> [Items from a data source]
□ □ □ □
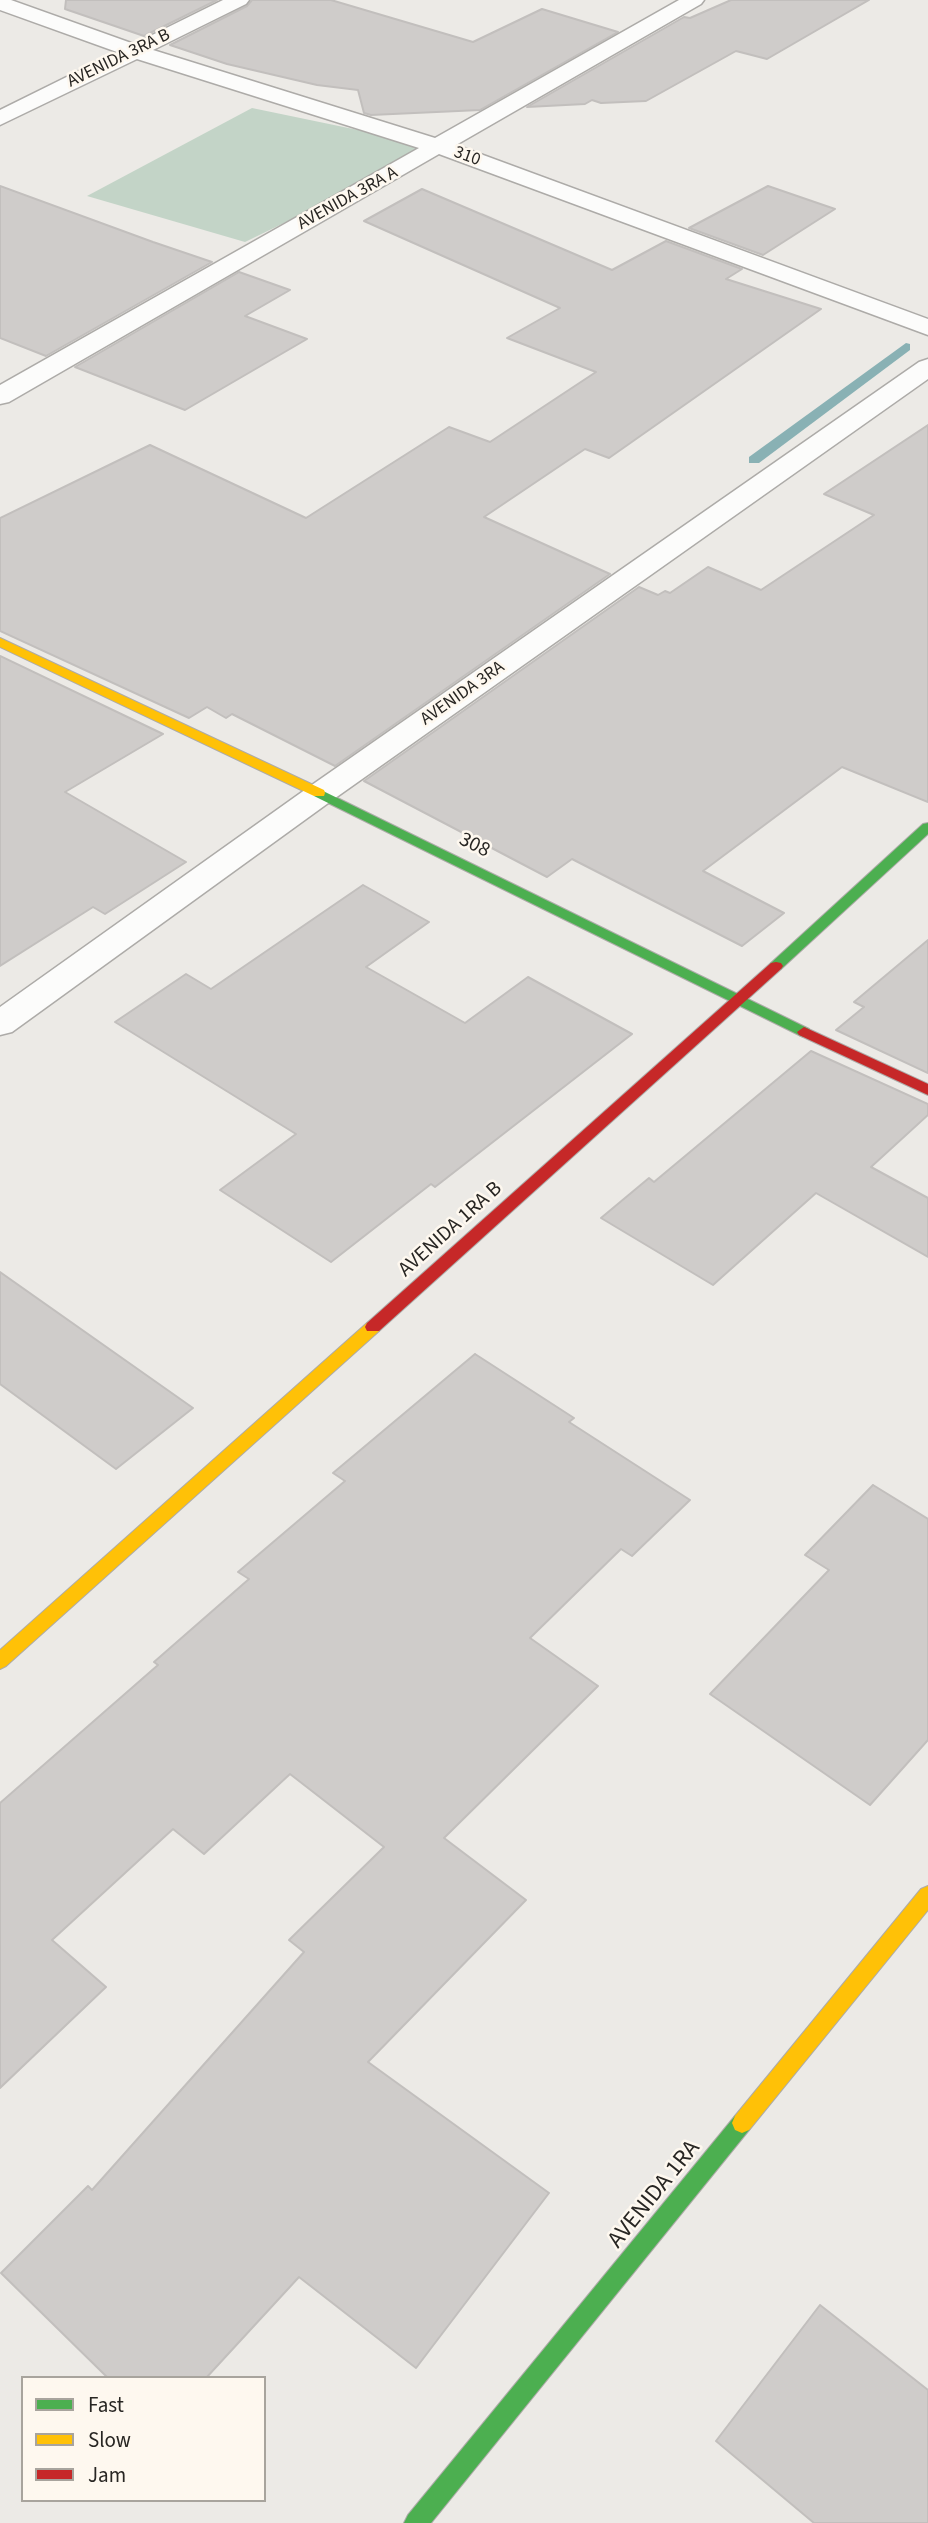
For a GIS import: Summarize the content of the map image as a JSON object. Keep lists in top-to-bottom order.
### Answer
{
  "streets": {
    "street": [
      "AVENIDA 3RA B",
      "310",
      "AVENIDA 3RA A",
      "AVENIDA 3RA",
      "308",
      "AVENIDA 1RA B",
      "AVENIDA 1RA"
    ]
  },
  "crossings": [
    ["AVENIDA 3RA B", "310"],
    ["310", "AVENIDA 3RA A"],
    ["AVENIDA 3RA", "308"],
    ["308", "AVENIDA 1RA B"]
  ],
  "legend": ["Fast", "Slow", "Jam"]
}
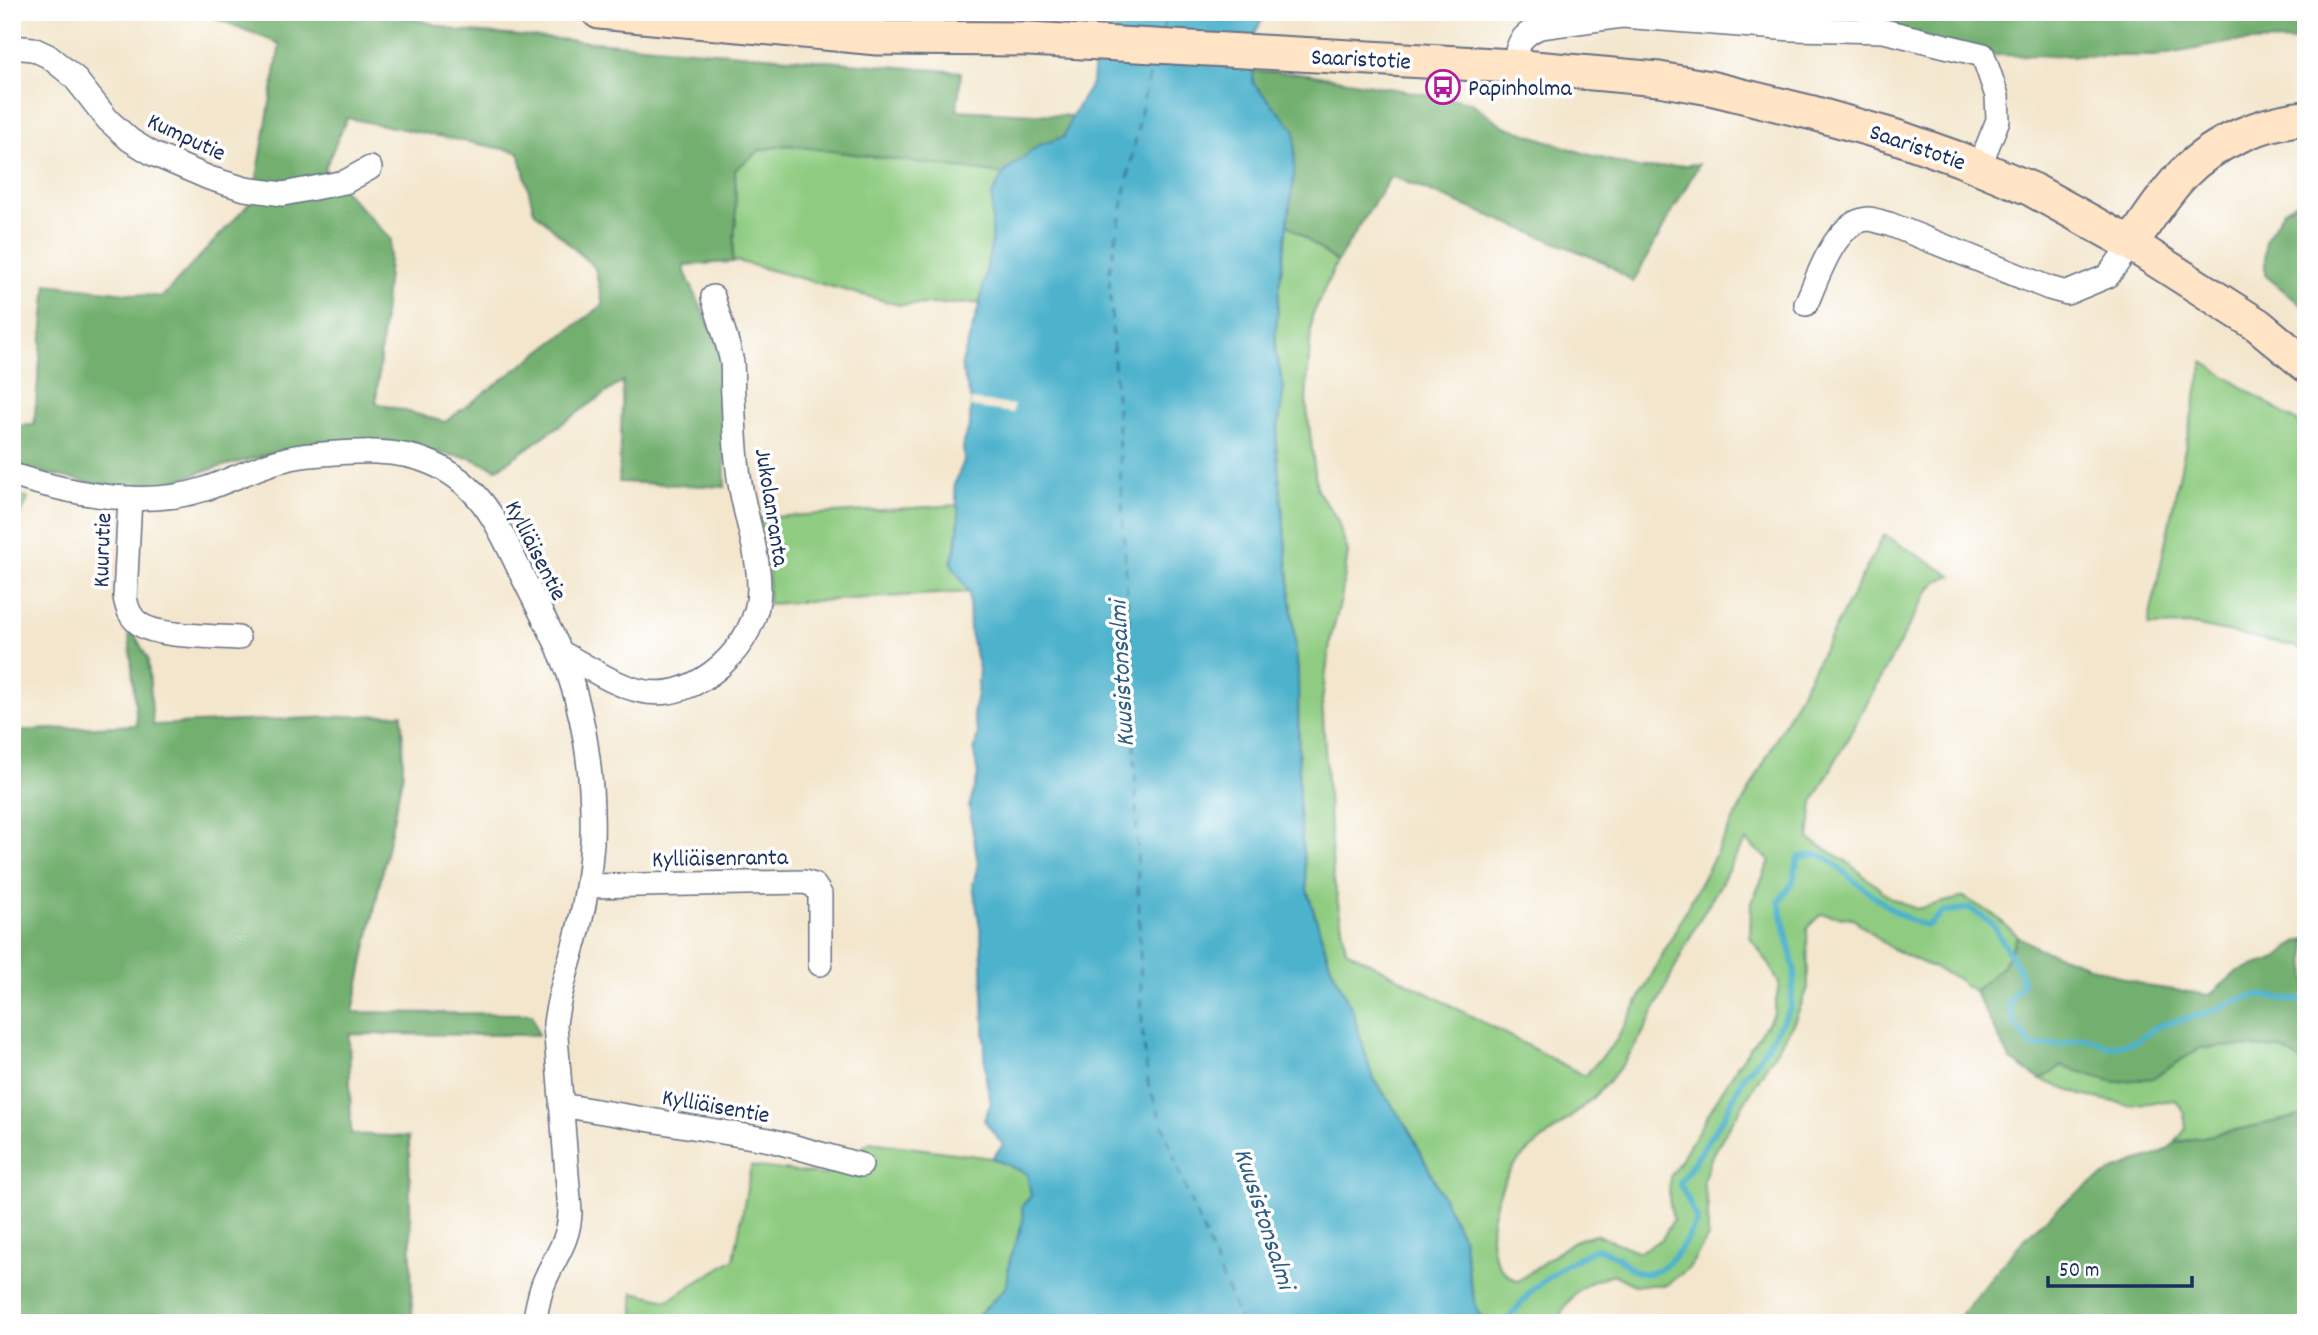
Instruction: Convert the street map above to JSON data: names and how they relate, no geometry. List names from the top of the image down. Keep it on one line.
{"streets":{"main road":["Saaristotie"],"street":["Kumputie","Jukolanranta","Kuurutie","Kylliäisentie","Kylliäisenranta"]},"crossings":[["Jukolanranta","Kylliäisentie"],["Kuurutie","Kylliäisentie"],["Kylliäisentie","Kylliäisenranta"]],"water":["Kuusistonsalmi"],"places":{"bus stop":["Papinholma"]},"scale_bar":"50 m"}
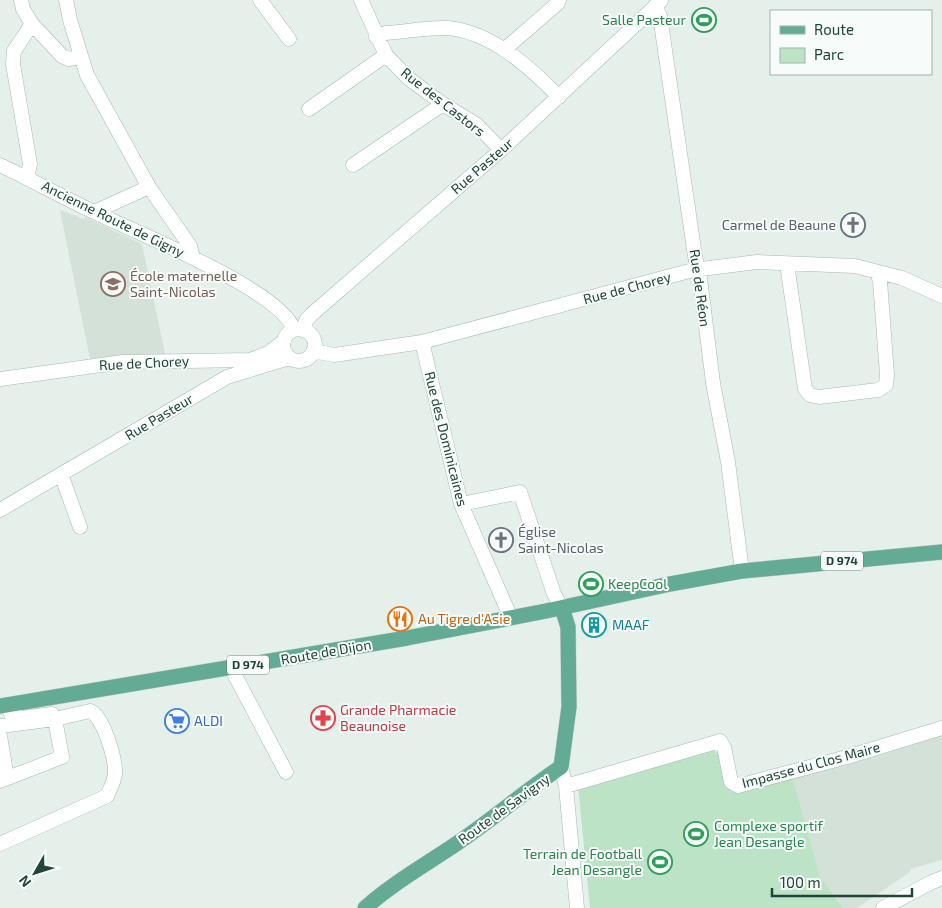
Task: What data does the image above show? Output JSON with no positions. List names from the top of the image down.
{
  "streets": {
    "main road": ["D 974", "Route de Dijon", "Route de Savigny"],
    "street": [
      "Rue des Castors",
      "Rue Pasteur",
      "Ancienne Route de Gigny",
      "Rue de Chorey",
      "Rue de Réon",
      "Rue des Dominicaines",
      "Impasse du Clos Maire"
    ]
  },
  "crossings": [
    ["Rue des Castors", "Rue Pasteur"],
    ["Rue Pasteur", "Ancienne Route de Gigny"],
    ["Rue Pasteur", "Rue de Chorey"],
    ["Rue Pasteur", "Rue de Réon"],
    ["Ancienne Route de Gigny", "Rue de Chorey"],
    ["Rue de Chorey", "Rue de Réon"],
    ["Rue de Chorey", "Rue des Dominicaines"],
    ["Rue de Réon", "D 974"],
    ["Rue des Dominicaines", "Route de Dijon"],
    ["D 974", "Route de Dijon"],
    ["D 974", "Route de Savigny"],
    ["Route de Dijon", "Route de Savigny"]
  ],
  "places": {
    "sports": [
      "Salle Pasteur",
      "KeepCool",
      "Complexe sportif Jean Desangle",
      "Terrain de Football Jean Desangle"
    ],
    "church": ["Carmel de Beaune", "Église Saint-Nicolas"],
    "school or university": ["École maternelle Saint-Nicolas"],
    "restaurant": ["Au Tigre d'Asie"],
    "building": ["MAAF"],
    "pharmacy": ["Grande Pharmacie Beaunoise"],
    "supermarket": ["ALDI"]
  },
  "legend": ["Route", "Parc"],
  "scale_bar": "100 m",
  "north": "bottom left"
}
□ □ □ □
> [What is expected] Copy out all the entries exactly. Images stay out of the copy.

> [Solution]
For a GIS import: Summarize the content of the map image as a JSON object. Keep lists in top-to-bottom order.
### Answer
{
  "streets": {
    "street": [
      "AVENIDA 3RA B",
      "310",
      "AVENIDA 3RA A",
      "AVENIDA 3RA",
      "308",
      "AVENIDA 1RA B",
      "AVENIDA 1RA"
    ]
  },
  "crossings": [
    ["AVENIDA 3RA B", "310"],
    ["310", "AVENIDA 3RA A"],
    ["AVENIDA 3RA", "308"],
    ["308", "AVENIDA 1RA B"]
  ],
  "legend": ["Fast", "Slow", "Jam"]
}
Instruction: Convert the street map above to JSON data: names and how they relate, no geometry. List names from the top of the image down. Keep it on one line.
{"streets":{"main road":["Saaristotie"],"street":["Kumputie","Jukolanranta","Kuurutie","Kylliäisentie","Kylliäisenranta"]},"crossings":[["Jukolanranta","Kylliäisentie"],["Kuurutie","Kylliäisentie"],["Kylliäisentie","Kylliäisenranta"]],"water":["Kuusistonsalmi"],"places":{"bus stop":["Papinholma"]},"scale_bar":"50 m"}
Task: What data does the image above show? Output JSON with no positions. List names from the top of the image down.
{
  "streets": {
    "main road": ["D 974", "Route de Dijon", "Route de Savigny"],
    "street": [
      "Rue des Castors",
      "Rue Pasteur",
      "Ancienne Route de Gigny",
      "Rue de Chorey",
      "Rue de Réon",
      "Rue des Dominicaines",
      "Impasse du Clos Maire"
    ]
  },
  "crossings": [
    ["Rue des Castors", "Rue Pasteur"],
    ["Rue Pasteur", "Ancienne Route de Gigny"],
    ["Rue Pasteur", "Rue de Chorey"],
    ["Rue Pasteur", "Rue de Réon"],
    ["Ancienne Route de Gigny", "Rue de Chorey"],
    ["Rue de Chorey", "Rue de Réon"],
    ["Rue de Chorey", "Rue des Dominicaines"],
    ["Rue de Réon", "D 974"],
    ["Rue des Dominicaines", "Route de Dijon"],
    ["D 974", "Route de Dijon"],
    ["D 974", "Route de Savigny"],
    ["Route de Dijon", "Route de Savigny"]
  ],
  "places": {
    "sports": [
      "Salle Pasteur",
      "KeepCool",
      "Complexe sportif Jean Desangle",
      "Terrain de Football Jean Desangle"
    ],
    "church": ["Carmel de Beaune", "Église Saint-Nicolas"],
    "school or university": ["École maternelle Saint-Nicolas"],
    "restaurant": ["Au Tigre d'Asie"],
    "building": ["MAAF"],
    "pharmacy": ["Grande Pharmacie Beaunoise"],
    "supermarket": ["ALDI"]
  },
  "legend": ["Route", "Parc"],
  "scale_bar": "100 m",
  "north": "bottom left"
}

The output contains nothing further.